# To do:
Only a number is expected: how many lines in the entries that follow contain the word "Lopez"?

★ ★ ★ ★ ★

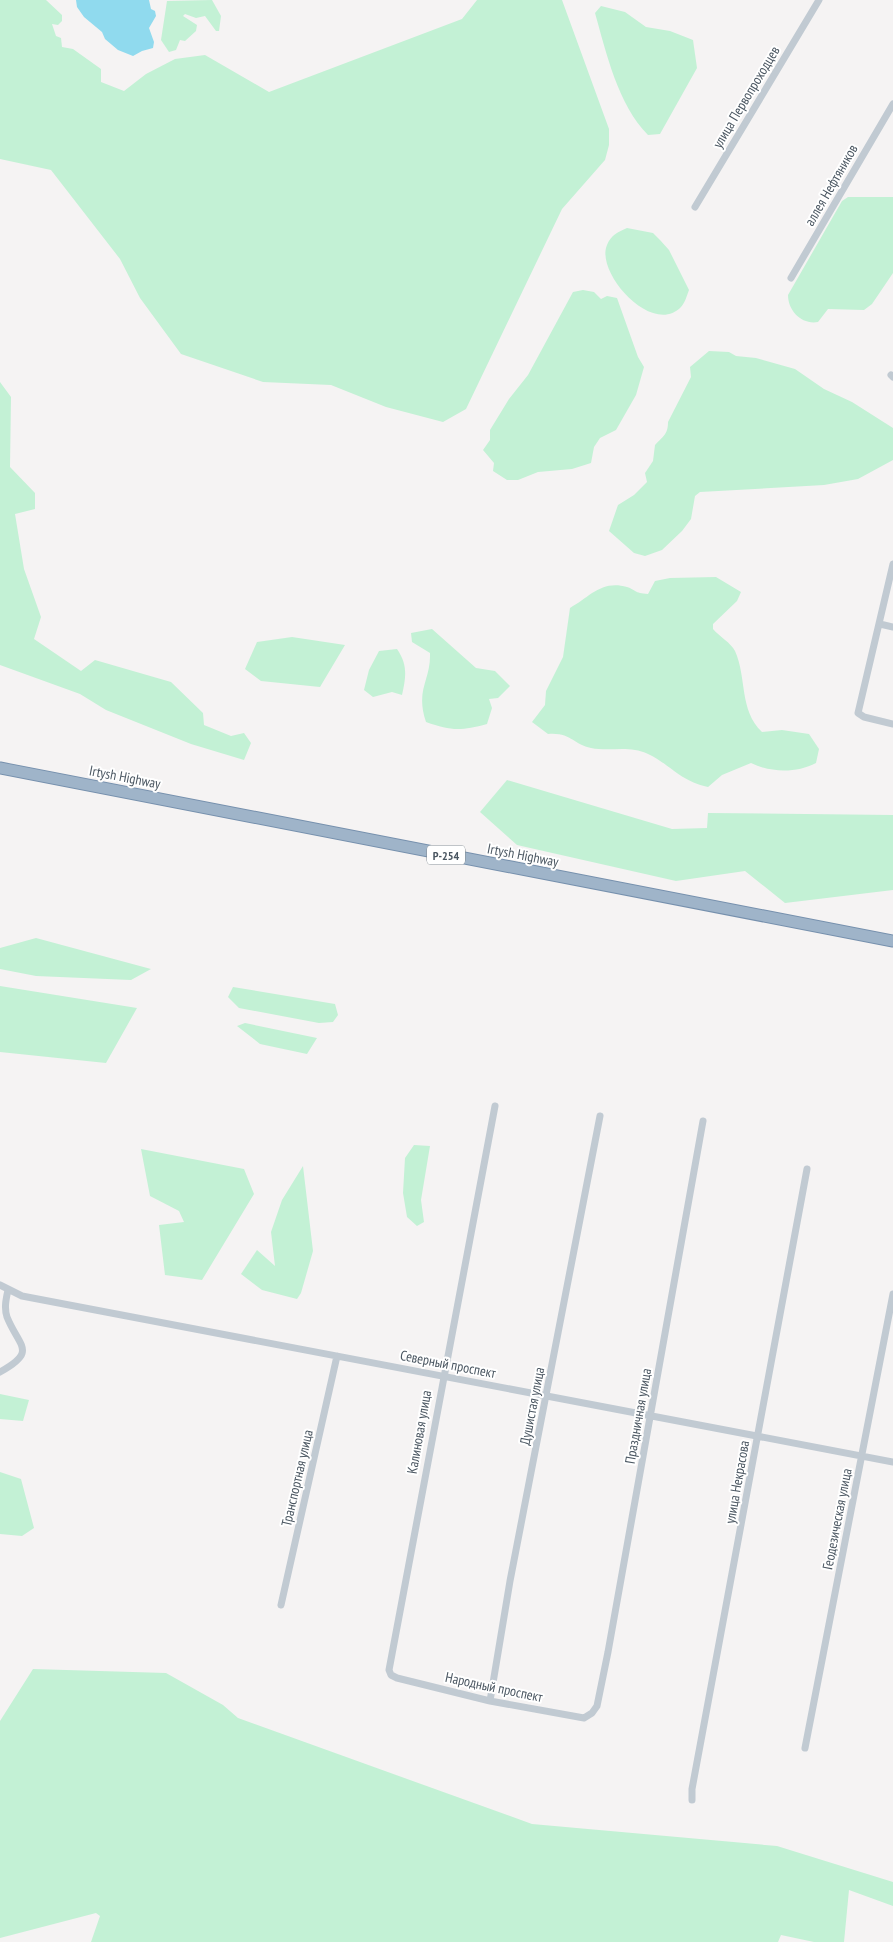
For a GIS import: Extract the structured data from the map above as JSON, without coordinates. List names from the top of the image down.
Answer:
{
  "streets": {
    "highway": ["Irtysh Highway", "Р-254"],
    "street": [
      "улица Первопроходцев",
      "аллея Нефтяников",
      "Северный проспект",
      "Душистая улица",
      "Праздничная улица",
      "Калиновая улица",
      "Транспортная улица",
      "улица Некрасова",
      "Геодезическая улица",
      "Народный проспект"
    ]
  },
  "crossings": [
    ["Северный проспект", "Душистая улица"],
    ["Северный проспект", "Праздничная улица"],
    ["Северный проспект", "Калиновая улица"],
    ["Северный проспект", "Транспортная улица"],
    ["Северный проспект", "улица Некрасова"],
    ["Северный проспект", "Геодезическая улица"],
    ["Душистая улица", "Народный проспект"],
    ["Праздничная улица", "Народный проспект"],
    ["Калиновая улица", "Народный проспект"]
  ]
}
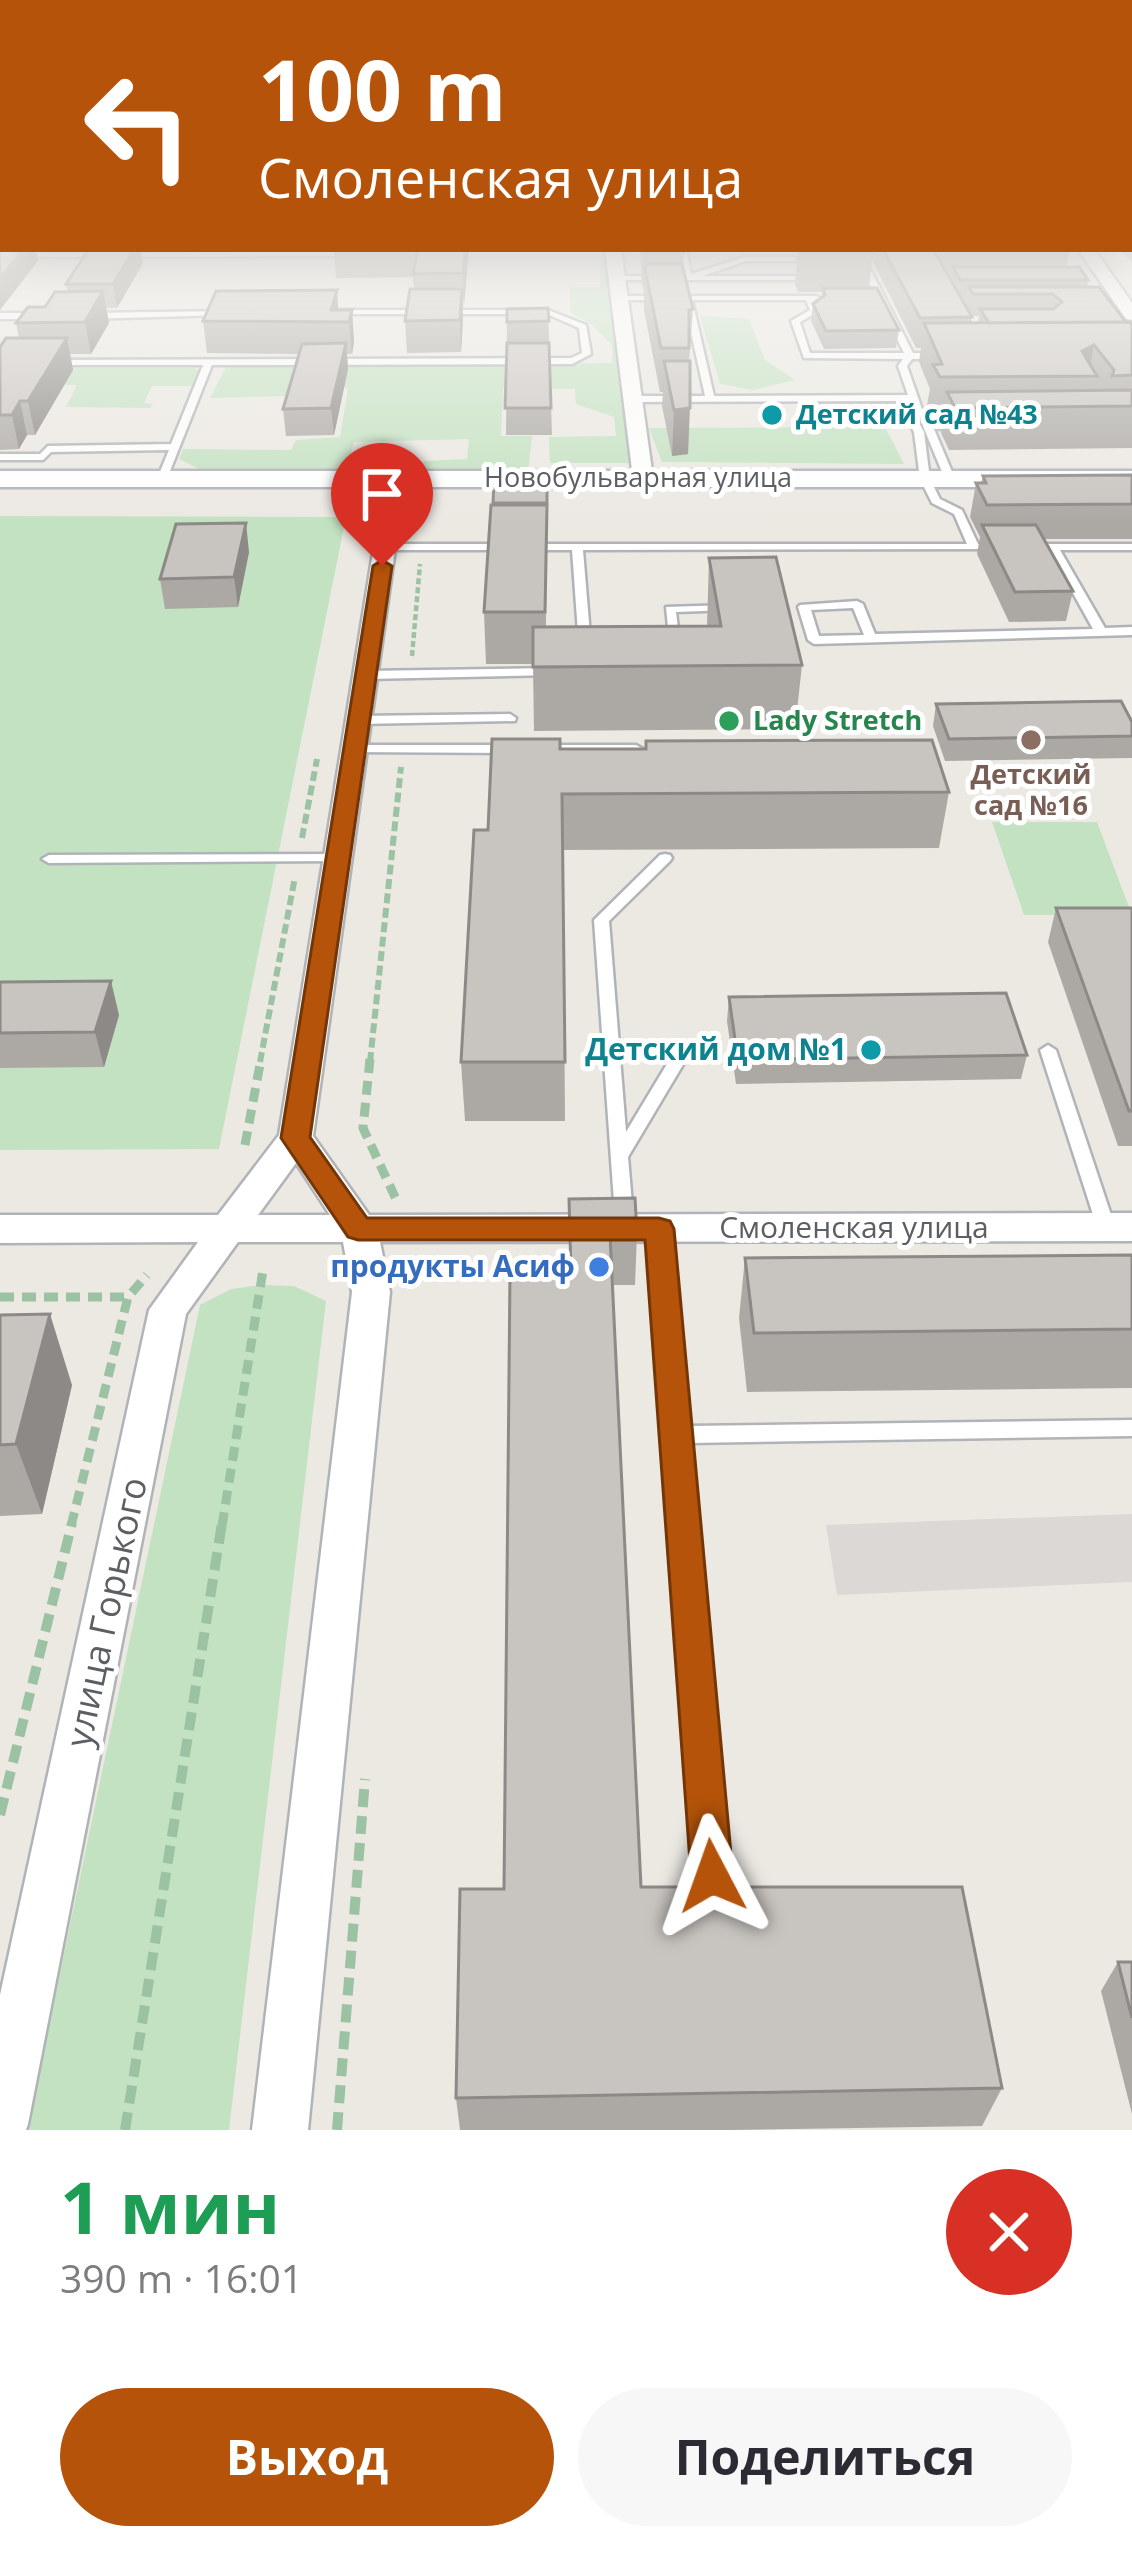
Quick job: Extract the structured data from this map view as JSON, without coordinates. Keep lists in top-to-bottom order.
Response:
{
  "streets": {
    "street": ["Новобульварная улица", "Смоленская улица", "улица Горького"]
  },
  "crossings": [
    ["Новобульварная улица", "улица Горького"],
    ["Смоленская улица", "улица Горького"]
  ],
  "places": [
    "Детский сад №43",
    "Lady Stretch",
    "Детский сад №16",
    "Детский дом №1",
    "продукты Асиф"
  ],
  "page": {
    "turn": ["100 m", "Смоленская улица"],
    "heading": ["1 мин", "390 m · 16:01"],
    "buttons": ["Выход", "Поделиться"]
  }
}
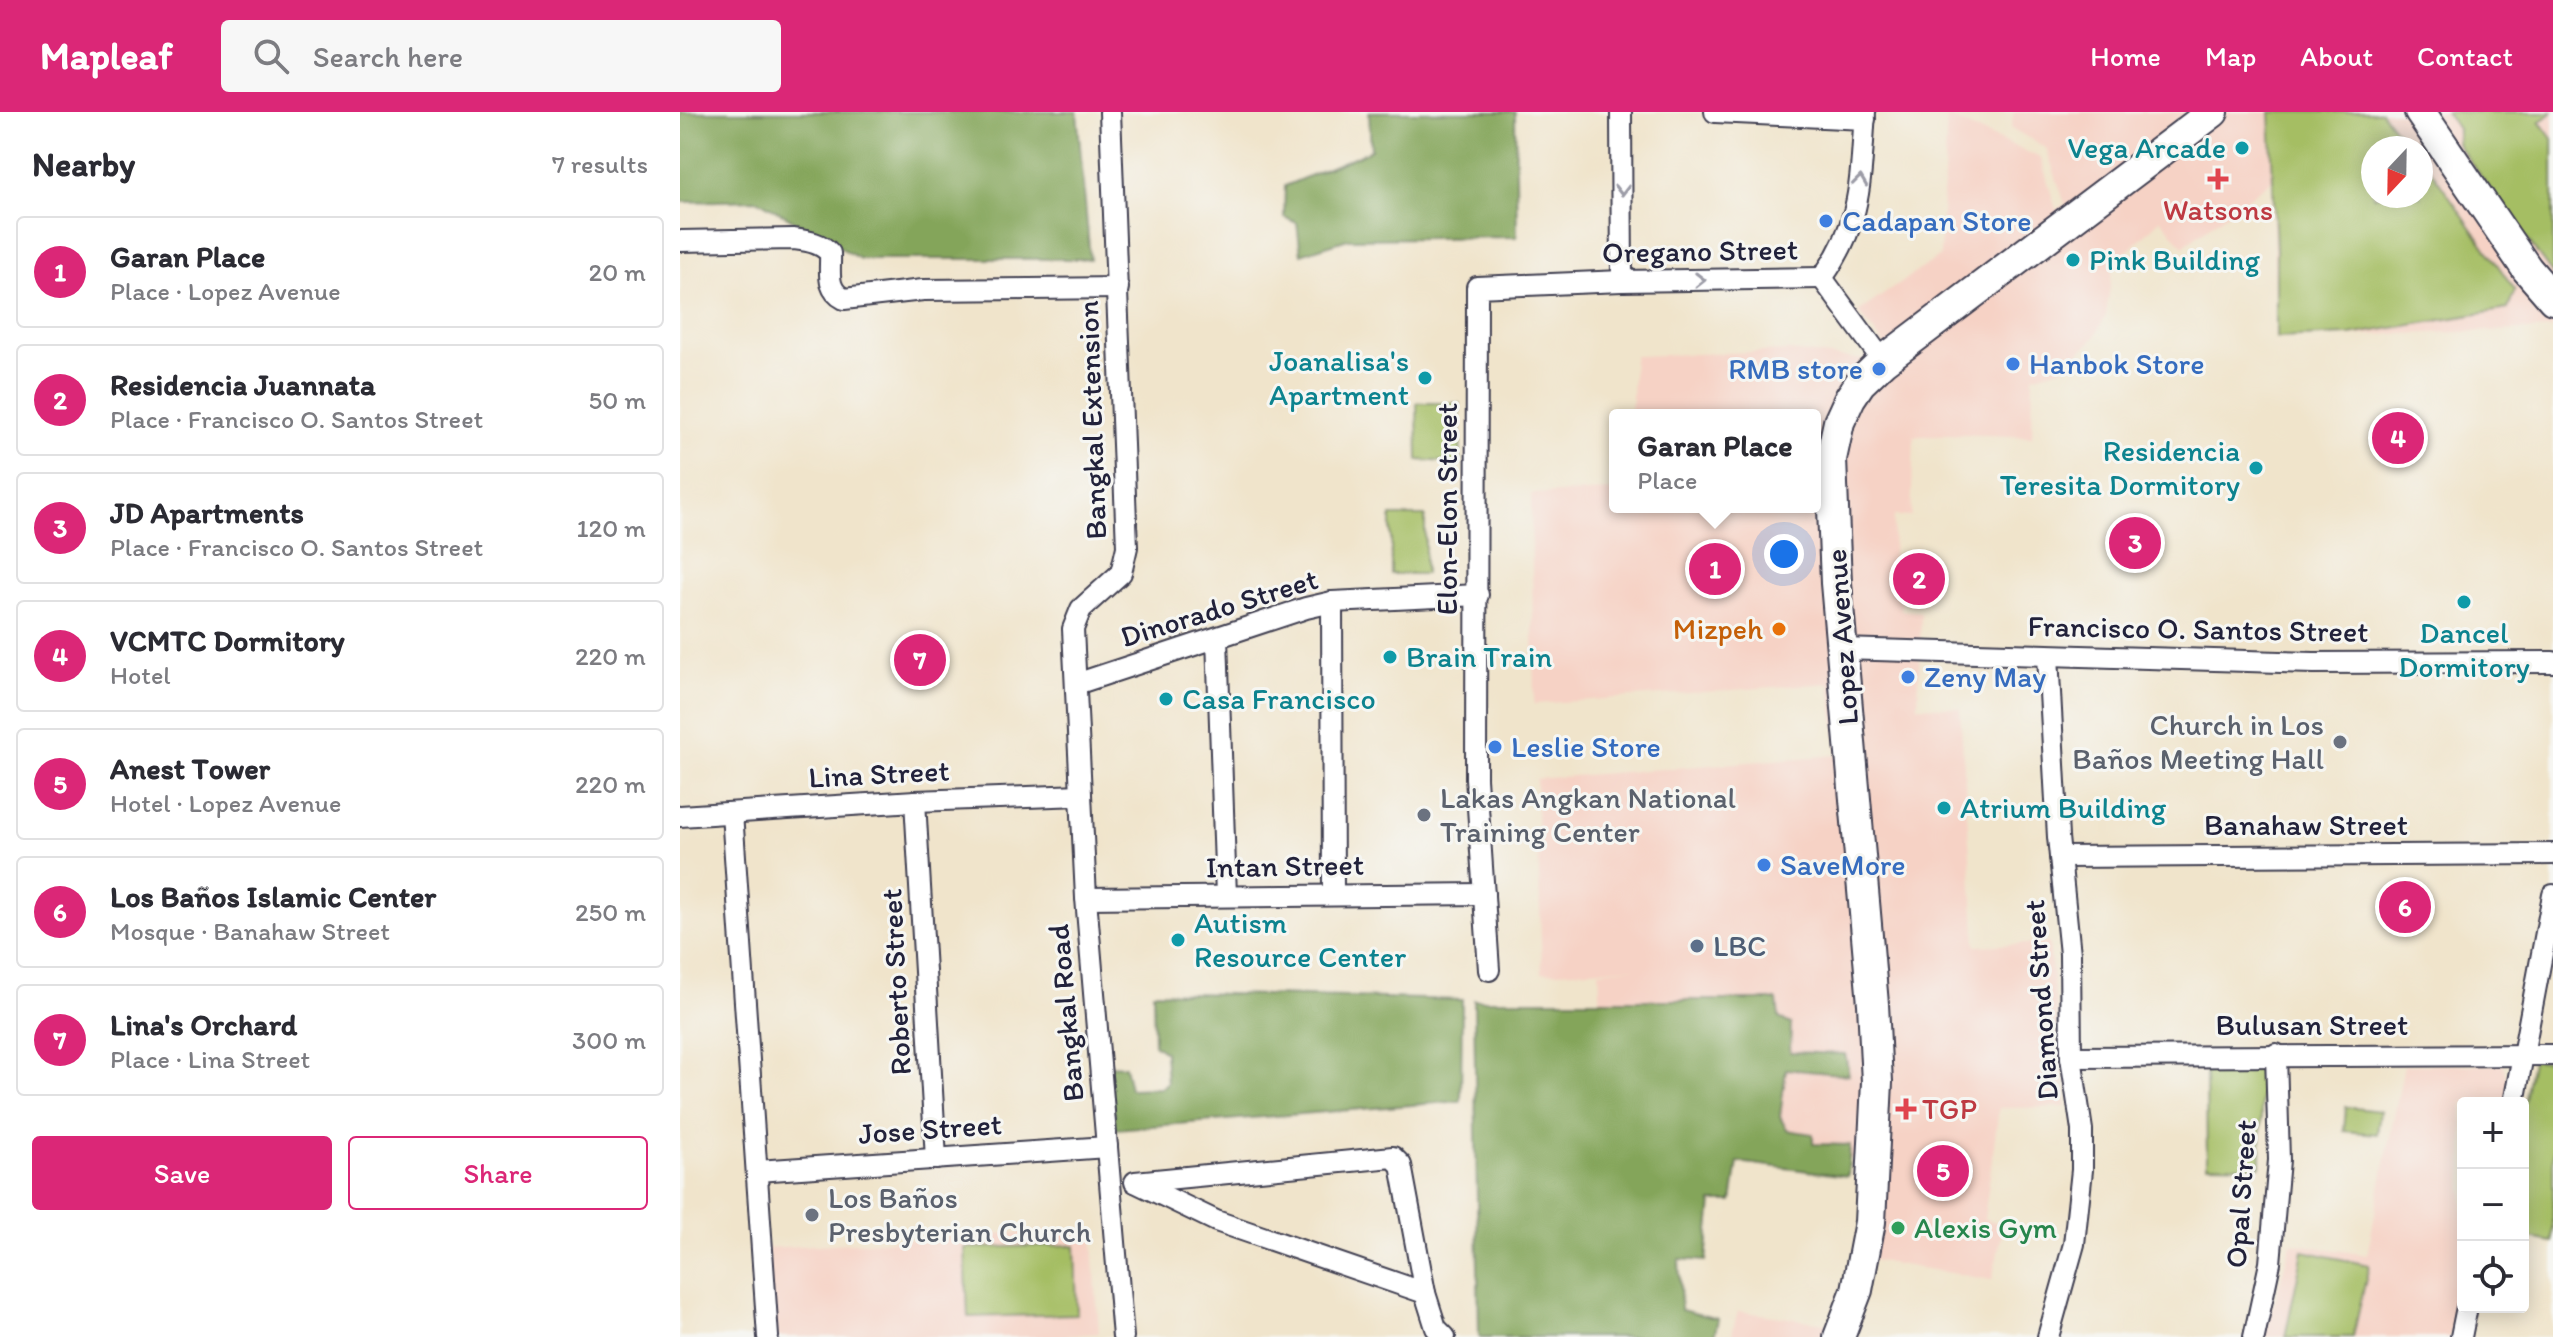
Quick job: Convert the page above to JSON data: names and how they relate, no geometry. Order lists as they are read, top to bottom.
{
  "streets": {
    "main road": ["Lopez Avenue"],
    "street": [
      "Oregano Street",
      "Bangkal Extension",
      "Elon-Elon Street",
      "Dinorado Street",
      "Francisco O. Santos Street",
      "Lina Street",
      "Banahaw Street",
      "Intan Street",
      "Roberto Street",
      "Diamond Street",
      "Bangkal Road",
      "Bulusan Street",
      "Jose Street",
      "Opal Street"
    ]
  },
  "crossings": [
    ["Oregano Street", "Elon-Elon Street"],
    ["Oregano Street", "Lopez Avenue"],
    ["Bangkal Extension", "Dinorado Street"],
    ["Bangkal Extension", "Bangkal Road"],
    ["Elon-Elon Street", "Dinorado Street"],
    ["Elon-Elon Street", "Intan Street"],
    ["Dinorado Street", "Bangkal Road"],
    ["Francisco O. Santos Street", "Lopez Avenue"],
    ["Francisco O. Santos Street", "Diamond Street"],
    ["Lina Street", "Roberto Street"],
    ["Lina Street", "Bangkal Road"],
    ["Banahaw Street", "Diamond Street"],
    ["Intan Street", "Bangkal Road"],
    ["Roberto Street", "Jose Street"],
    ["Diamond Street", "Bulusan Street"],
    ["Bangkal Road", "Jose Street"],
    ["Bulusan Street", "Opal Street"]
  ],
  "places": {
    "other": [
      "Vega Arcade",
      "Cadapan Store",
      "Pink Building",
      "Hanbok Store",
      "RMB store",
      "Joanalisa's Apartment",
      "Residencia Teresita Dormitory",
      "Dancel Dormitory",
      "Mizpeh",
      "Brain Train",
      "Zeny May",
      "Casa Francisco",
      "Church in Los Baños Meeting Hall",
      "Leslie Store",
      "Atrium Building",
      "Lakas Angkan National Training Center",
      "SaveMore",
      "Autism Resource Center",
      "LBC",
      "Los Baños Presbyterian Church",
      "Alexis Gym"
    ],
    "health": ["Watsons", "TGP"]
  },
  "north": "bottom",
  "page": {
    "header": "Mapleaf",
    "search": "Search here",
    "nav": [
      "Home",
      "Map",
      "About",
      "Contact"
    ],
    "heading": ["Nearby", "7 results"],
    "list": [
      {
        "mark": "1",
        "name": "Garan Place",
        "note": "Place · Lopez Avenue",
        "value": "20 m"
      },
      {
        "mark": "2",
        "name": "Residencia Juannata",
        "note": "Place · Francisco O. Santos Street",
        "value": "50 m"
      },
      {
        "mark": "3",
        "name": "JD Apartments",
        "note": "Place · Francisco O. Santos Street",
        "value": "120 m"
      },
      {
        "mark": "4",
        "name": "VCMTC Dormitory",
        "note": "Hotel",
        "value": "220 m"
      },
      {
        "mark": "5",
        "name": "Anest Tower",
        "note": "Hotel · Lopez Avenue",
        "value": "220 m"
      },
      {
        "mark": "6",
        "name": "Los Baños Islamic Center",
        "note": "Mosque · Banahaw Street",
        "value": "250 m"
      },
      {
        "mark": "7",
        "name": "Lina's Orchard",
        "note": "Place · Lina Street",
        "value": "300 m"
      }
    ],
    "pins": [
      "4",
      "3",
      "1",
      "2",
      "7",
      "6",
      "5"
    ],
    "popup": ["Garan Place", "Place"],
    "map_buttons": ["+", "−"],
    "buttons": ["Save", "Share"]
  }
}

★ ★ ★ ★ ★

# Reply:
5